_PROBLEM STATEMENT_:
Please return all lines of the data below containing the string "bubble".

_INFORMATION SUPPLIED_:
####
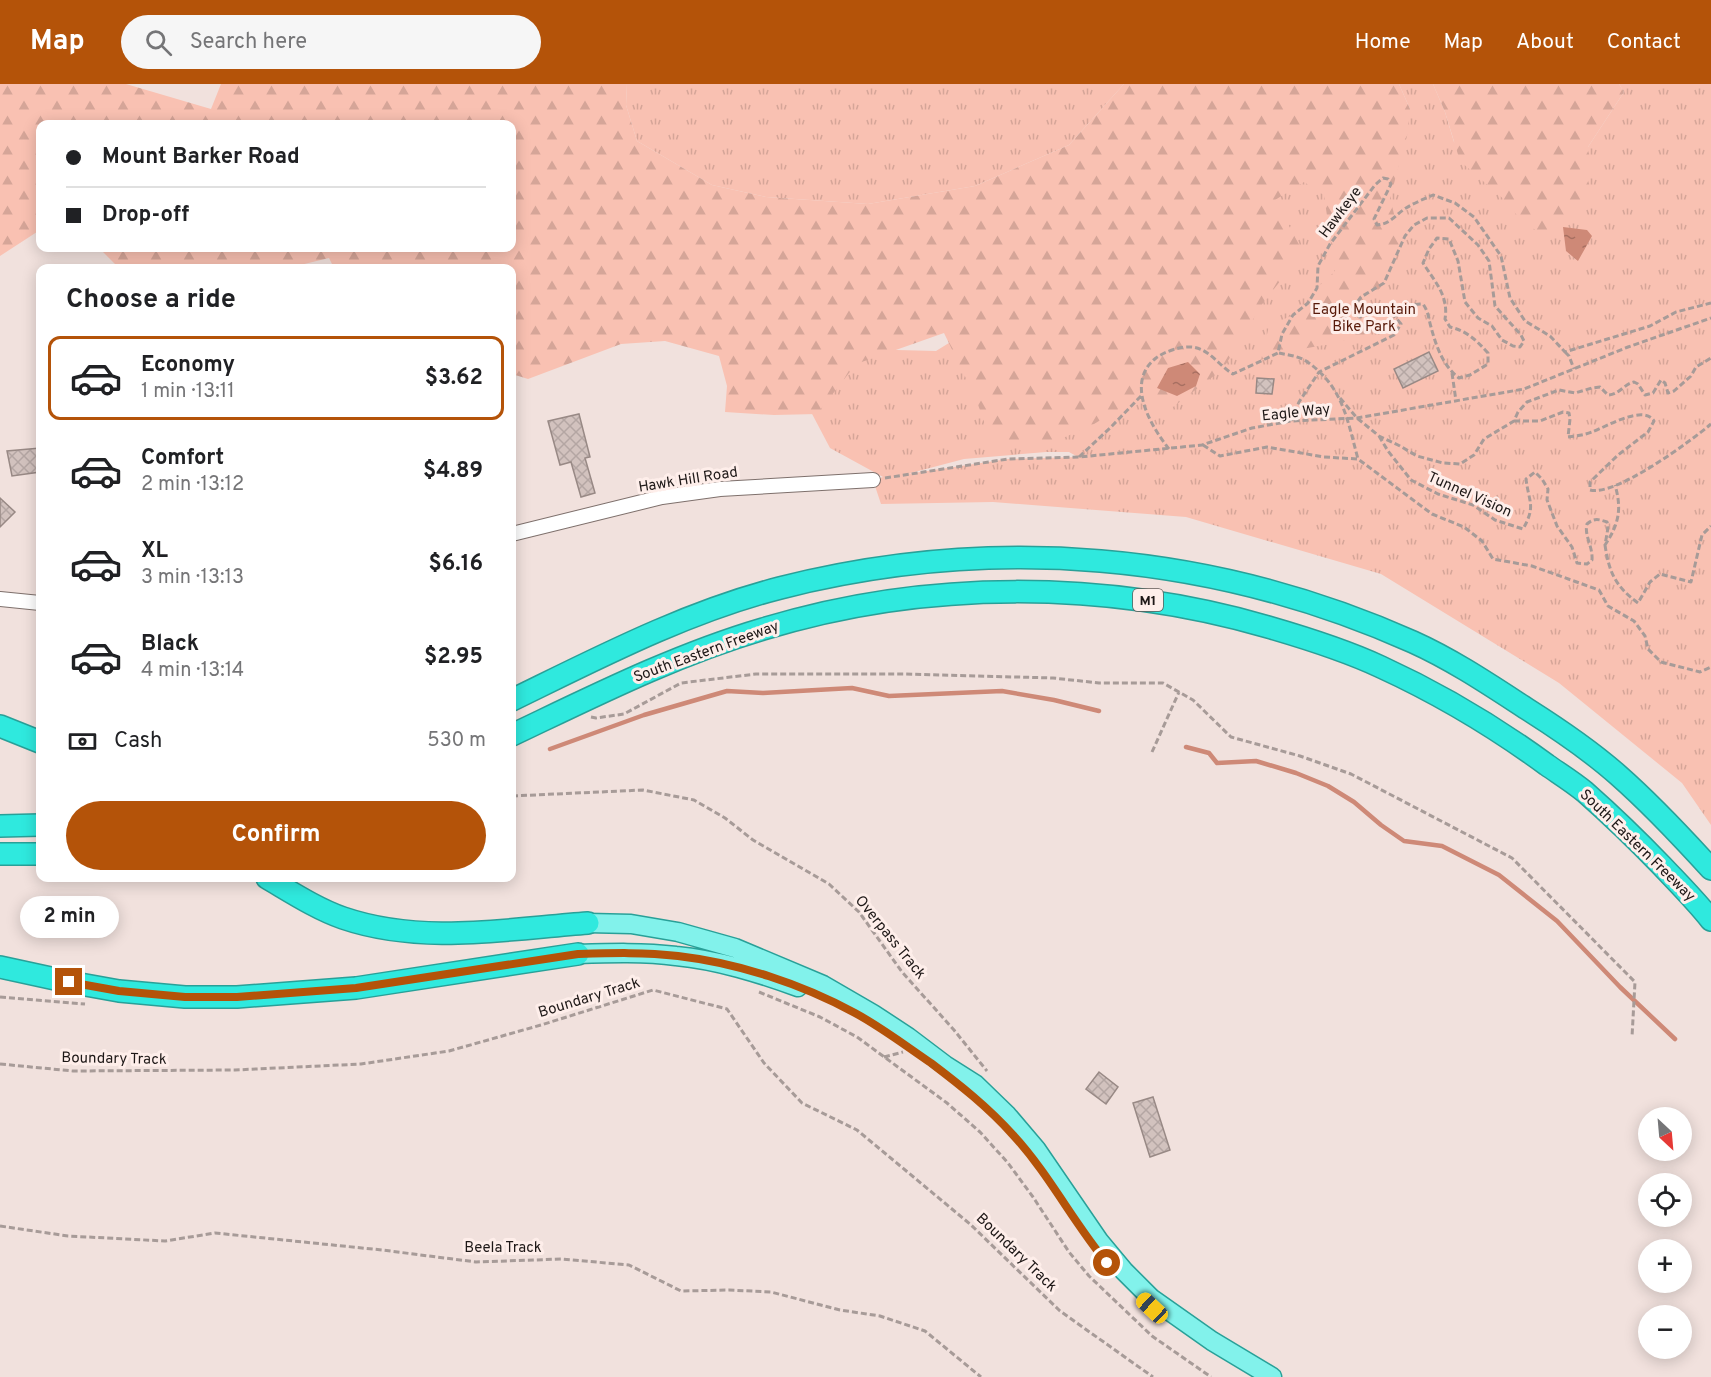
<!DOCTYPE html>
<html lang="en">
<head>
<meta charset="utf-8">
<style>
  body { margin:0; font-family:Overpass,sans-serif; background:#f6f6f6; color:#202124; height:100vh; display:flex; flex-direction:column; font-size:22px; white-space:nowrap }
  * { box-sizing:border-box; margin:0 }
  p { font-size:20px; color:#757577 }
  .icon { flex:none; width:33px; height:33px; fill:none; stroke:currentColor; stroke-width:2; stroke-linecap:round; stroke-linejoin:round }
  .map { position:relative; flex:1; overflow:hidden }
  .panel { position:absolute; left:36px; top:180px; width:480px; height:618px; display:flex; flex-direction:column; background:#fff; border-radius:12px; box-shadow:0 3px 15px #0003 }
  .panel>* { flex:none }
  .top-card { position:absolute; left:36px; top:36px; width:480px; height:132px; border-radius:12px; box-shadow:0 3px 15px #0003; display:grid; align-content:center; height:132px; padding:0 30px; background:#fff }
  .needle { width:39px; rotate:154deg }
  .controls { position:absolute; left:1638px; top:1023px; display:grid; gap:12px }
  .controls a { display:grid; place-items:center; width:54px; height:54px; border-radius:50%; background:#fff; box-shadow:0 3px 15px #0003; font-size:30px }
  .end { position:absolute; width:27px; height:27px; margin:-14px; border:8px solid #b45309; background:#fff; box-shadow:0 0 0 3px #fff }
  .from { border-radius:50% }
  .bubble { position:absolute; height:42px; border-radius:21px; background:#fff; box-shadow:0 3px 15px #0003; font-size:20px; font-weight:700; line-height:42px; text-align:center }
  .car { position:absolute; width:18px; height:36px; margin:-18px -9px; border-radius:8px; box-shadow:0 0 4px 2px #0007; background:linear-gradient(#f5c518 24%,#345 0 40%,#f5c518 0 76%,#345 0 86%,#f5c518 0) }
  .top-card b { display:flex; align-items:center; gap:21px; height:57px; font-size:22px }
  .top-card b+b { border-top:2px solid #e0e0e0 }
  .top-card i { width:15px; height:15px; background:#202124 }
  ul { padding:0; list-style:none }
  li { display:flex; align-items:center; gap:18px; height:84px; margin:0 12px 9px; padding:0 18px; border:3px solid transparent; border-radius:12px }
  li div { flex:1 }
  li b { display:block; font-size:22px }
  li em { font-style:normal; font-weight:700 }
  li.current { border-color:#b45309 }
  li>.icon { width:54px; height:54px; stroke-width:1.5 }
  h2 { padding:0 30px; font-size:27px; line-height:72px }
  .pay { display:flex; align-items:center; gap:15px; height:66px; padding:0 30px; font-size:22px }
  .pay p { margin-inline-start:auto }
  .cta { display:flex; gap:12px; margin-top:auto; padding:12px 30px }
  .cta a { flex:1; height:69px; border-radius:36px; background:#b45309; color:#fff; font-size:24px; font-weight:700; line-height:69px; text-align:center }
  header { display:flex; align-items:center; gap:36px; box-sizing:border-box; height:84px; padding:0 30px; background:#b45309; color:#fff }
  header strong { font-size:28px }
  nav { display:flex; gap:33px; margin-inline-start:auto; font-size:21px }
  .search { width:420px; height:54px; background:#f6f6f6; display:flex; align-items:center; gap:15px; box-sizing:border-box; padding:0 21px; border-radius:33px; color:#757577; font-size:22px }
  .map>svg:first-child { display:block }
  .grass { fill:url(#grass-tufts); fill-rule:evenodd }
  .forest { fill:url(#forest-firs) }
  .water { fill:url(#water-ripples) }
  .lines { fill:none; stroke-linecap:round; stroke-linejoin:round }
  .stream { stroke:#ce8977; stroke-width:4.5 }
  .building { fill:url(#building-cross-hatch); stroke:#988985; stroke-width:1.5 }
  .minor-casing { stroke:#7e706c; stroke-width:16 }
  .major-casing { stroke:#29a098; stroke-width:21 }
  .highway-casing { stroke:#29a098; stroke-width:24 }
  .path { stroke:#a79b98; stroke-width:3; stroke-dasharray:6 3; stroke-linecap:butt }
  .minor { stroke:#fff; stroke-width:14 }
  .major { stroke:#82f2eb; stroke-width:18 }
  .highway { stroke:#2fe9de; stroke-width:21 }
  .route { stroke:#b45309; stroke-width:8 }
  .labels { text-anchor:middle; stroke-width:6; stroke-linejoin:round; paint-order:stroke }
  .shield { fill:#feeeea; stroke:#615856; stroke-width:1.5 }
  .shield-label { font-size:14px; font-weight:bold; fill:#1e1817 }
  .street-label { font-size:15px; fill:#1e1817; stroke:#feeeea }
  .park-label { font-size:15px; fill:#581a0a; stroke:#feeeea }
</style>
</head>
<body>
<header>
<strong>Map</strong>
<div class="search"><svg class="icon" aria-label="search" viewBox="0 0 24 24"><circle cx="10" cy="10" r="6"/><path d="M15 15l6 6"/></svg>Search here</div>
<nav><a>Home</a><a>Map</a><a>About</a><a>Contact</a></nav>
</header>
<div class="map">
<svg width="1711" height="1293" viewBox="0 0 1711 1293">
  <defs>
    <pattern id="grass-tufts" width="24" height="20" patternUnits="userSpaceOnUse" patternTransform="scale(1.5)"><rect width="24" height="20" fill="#f9c1b2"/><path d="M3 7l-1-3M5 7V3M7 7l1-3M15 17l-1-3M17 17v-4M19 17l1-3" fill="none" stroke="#d5a598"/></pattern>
    <pattern id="forest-firs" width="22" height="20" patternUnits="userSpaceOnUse" patternTransform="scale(1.5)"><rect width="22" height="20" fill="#f9c1b2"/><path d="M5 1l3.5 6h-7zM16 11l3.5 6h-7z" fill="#d5a598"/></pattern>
    <pattern id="water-ripples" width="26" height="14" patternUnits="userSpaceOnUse" patternTransform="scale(1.5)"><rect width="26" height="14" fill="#ce8977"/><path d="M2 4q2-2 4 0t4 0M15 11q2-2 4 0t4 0" fill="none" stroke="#a76f61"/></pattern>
    <pattern id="building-cross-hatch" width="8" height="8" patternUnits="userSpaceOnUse" patternTransform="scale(1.5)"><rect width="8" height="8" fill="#d2c2be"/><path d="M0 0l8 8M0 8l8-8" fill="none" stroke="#b4a6a3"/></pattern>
  </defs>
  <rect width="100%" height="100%" fill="#f1e1dd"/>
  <path class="grass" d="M627,0H1124L1069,61L975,102L868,120L766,113L712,101L637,57L626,21Z
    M1399,0H1433L1445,28L1454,58L1588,114V63L1624,8L1619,0H1711V741L1682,699L1559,599L1381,490L1186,433L993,418L881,420L873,396L883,393L830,364L781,271L819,264L936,267L1346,12L1410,25ZM1046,368H1069L1078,373L1008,375L907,390L964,375Z"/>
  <path class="forest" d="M0,0H126L211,25L221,0H627L626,21L637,57L712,101L766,113L868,120L975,102L1069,61L1124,0H1399L1410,25L1407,52L1390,114L1395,134L1405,152L1384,199L1357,233L1369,249C1335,263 1296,262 1261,276L1269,242L1293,231L1308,219L1317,204L1335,187L1324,111L1304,98L1275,116L1303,168L1263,219L1223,285L1173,323L1142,311L1094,340L1052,359L992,360L976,315L944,249L856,280L817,330L774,331L725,328L727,302L719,272L665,257L621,260L528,295L512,290V184H334L329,174L288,184H119L99,164H512V40H40V146L0,172Z
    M1433,0H1619L1624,8L1588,63V118L1546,150L1524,141L1507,118L1460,77L1445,28Z"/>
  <path class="water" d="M1563,143L1587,146L1592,152L1578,177L1566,167Z
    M1188,278L1200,290L1196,302L1177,312L1157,304L1168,284Z"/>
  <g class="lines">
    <path class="stream" d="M1186,663L1209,669L1217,679L1256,677L1296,689L1328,702L1354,718L1381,741L1404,757L1442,762L1499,791L1557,837L1620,903L1675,955
      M550,665L644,631L727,607L763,609L852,604L889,612L1002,607L1054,616L1099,627"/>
  </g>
  <path class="building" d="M1429,268L1438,287L1403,304L1394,285Z
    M1257,294L1274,295L1272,310L1256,309Z
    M579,330L590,373L585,374L595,409L581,413L571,378L560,381L548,337Z
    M40,364V388L12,392L7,367Z
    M0,414L15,428L0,443Z
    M1099,988L1118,1003L1106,1020L1086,1005Z
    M1153,1013L1170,1066L1150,1073L1133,1019Z"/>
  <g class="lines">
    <defs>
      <path id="minor" d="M512,450L662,413L720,405L873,396
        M0,515L40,519"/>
      <path id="major" d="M588,839L631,840L678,848L735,864L823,901L873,930L908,953L945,981L975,1000L1007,1031L1036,1065L1099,1157L1124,1187L1151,1214L1212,1257L1272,1293
        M578,870C611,869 644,868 676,872C718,876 759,889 798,903"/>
      <path id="highway" d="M512,616C598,574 686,528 780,504C993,450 1211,468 1413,558C1453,576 1490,601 1527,625C1557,644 1591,667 1618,691C1651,720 1681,752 1711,785
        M0,642L40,658
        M512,651C594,612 675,571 763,545C926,495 1105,496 1268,543C1306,554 1345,566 1381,583C1440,610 1495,643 1547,681C1560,690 1573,698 1585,708C1611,731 1637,756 1662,782C1678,799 1696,817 1711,836
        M0,742L40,741
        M0,770H40
        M267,794C291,808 317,825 343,834C422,861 507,845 588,839
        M0,883L69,898L119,907L185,913H237L356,904L578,870"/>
    </defs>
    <use href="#minor" class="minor-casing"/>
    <use href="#major" class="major-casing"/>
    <use href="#highway" class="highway-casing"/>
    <path class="path" d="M1565,268L1569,272L1574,285
      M1279,269C1288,271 1298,272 1306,277C1343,302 1347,335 1358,375
      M1452,289L1456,317
      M1340,314L1357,334L1379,352L1400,362L1417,372L1443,379L1460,380L1474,371L1484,355L1514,337L1518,328L1527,318L1559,306L1575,309L1592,304L1600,303L1608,311C1619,311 1624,300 1634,298L1638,300L1645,311L1653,309L1661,296L1665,299L1668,309L1674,307L1691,292L1696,283L1711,274
      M1291,337L1299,318L1319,288L1394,251L1401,240L1393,230L1379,224L1357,234L1352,225L1361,213L1384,199L1405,152L1414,141L1427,134H1449L1478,161L1489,177L1495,222L1521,251L1524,257L1520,263L1513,262L1502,256L1492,242L1478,234L1465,218L1458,177L1449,155L1437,154L1429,165L1423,179C1435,198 1449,212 1445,235L1450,243C1467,247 1476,256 1488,269V280L1470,291L1459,294C1443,282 1436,262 1431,243C1428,233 1429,229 1423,220C1411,220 1403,223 1393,230
      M1514,337H1540L1563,328L1569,329L1570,335L1568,353C1576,352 1584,351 1592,348C1606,343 1643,320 1654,337L1648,348L1618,371L1590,398V406C1615,413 1691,357 1711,340
      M1379,352L1388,367L1411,396L1438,410L1473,421L1495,436L1523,445C1536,422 1529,419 1526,395L1535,388L1542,395L1548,405L1547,416L1557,442L1572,463L1577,479L1587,480L1592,476C1593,462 1584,452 1587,440C1594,434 1598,435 1607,438C1609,445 1606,453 1605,461C1619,440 1622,425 1615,401
      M1203,361L1220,372L1267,363L1324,373L1358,375L1432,430L1464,443L1482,457L1493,475L1532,482L1599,506L1608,522L1634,537L1645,552L1648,565L1661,578L1700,588L1711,583
      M1169,365C1150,341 1125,298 1156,274C1164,268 1180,262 1191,263C1209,264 1219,282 1233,290L1278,269L1282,250L1293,231L1308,219L1317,204L1318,182L1330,160L1375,101L1383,94L1388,95L1391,100L1374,135L1377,141C1391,140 1396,130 1406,124C1414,119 1424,115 1433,111L1455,119L1474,133L1501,172L1510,214L1525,237L1550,252L1565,268L1650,242L1676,228L1711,219
      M1079,373L1110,344L1142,311
      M885,394L1008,375L1079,373L1202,361L1252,344L1291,337L1357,334L1524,305L1628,263L1711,234
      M1605,461C1609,488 1615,502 1638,519L1650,498L1660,490L1691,498L1702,451L1711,442
      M591,633L596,634L624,630L681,599L756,590H904L1053,594L1099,599H1163L1193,616L1231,653L1300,672L1351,690L1512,774L1635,898L1632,953
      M1152,668L1179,608
      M512,712L643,706L694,716L725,734L753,756L829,800L859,828L902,888L954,946L987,987
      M759,908L820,933L857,953L947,1019L980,1048L1008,1079L1033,1113L1069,1168L1089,1192L1152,1252L1211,1293
      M0,913L85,920
      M884,973L903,968
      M0,980L73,987L235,986L361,980L449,967L541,941L653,906L727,925L764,979L802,1019L857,1046L970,1140L1060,1227L1153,1293
      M0,1142L68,1152L165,1157L215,1149L382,1166L476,1178L562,1175L629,1181L681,1207L729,1206L771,1208L840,1226L880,1232L925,1247L981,1293"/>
    <use href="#minor" class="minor"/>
    <use href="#major" class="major"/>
    <use href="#highway" class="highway"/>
  </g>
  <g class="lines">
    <path class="route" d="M69,898L119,907L185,913H237L356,904L578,870C612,869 645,868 678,872C738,879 802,900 855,929C881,943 906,962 931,979C960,1001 988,1023 1013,1051C1049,1090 1073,1138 1107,1179"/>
  </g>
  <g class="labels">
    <rect class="shield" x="1133" y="505" width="30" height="22" rx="4.5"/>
    <g class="shield-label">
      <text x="1148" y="521">M1</text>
    </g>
    <g class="street-label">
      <text transform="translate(1340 128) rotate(-53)" y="5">Hawkeye</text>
      <text transform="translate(1296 328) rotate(-6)" y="5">Eagle Way</text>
      <text transform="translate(688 395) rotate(-9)" y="5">Hawk Hill Road</text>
      <text transform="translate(1470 410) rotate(24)" y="5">Tunnel Vision</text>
      <text transform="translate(706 567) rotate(-20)" y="5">South Eastern Freeway</text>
      <text transform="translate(1638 761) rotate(44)" y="5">South Eastern Freeway</text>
      <text transform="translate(891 853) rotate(51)" y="5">Overpass Track</text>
      <text transform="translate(589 913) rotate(-17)" y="5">Boundary Track</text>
      <text transform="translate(114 974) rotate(1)" y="5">Boundary Track</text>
      <text x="503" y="1168">Beela Track</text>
      <text transform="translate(1017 1168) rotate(44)" y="5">Boundary Track</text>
    </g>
    <g class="park-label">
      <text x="1364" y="230">Eagle Mountain<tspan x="1364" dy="17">Bike Park</tspan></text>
    </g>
  </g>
</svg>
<div class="controls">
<a><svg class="needle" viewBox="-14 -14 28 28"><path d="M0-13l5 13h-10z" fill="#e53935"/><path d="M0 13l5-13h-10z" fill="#757577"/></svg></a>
<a><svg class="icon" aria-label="locate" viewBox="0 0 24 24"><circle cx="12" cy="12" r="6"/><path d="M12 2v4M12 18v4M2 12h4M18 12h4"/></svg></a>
<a>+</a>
<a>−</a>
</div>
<i class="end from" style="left:1107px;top:1179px"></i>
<i class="end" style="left:69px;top:898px"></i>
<div class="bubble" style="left:20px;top:812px;width:99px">2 min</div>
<i class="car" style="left:1152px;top:1224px;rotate:313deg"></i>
<div class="top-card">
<b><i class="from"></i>Mount Barker Road</b>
<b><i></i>Drop-off</b>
</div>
<section class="panel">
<h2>Choose a ride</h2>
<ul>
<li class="current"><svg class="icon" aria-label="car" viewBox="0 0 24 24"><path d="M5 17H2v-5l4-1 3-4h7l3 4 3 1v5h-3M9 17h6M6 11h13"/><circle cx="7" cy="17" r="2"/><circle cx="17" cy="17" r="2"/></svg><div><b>Economy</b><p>1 min · 13:11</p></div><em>$3.62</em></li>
<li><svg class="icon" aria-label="car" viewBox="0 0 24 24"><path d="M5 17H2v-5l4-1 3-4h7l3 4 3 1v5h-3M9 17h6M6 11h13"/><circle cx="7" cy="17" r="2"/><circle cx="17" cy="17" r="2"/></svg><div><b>Comfort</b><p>2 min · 13:12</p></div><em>$4.89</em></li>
<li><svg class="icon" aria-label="car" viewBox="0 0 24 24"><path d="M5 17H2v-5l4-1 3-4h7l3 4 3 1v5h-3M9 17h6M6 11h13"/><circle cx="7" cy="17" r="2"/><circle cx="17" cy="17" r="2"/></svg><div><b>XL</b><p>3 min · 13:13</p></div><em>$6.16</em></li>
<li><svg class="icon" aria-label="car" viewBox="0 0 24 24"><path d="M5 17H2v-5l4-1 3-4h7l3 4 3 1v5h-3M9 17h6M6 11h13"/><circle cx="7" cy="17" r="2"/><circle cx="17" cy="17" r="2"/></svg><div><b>Black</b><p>4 min · 13:14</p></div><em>$2.95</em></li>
</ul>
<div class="pay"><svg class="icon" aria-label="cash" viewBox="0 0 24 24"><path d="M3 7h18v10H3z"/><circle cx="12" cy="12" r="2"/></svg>Cash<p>530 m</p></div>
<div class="cta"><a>Confirm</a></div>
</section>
</div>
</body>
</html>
####
_REPLY TO THE TASK_:
  .bubble { position:absolute; height:42px; border-radius:21px; background:#fff; box-shadow:0 3px 15px #0003; font-size:20px; font-weight:700; line-height:42px; text-align:center }
<div class="bubble" style="left:20px;top:812px;width:99px">2 min</div>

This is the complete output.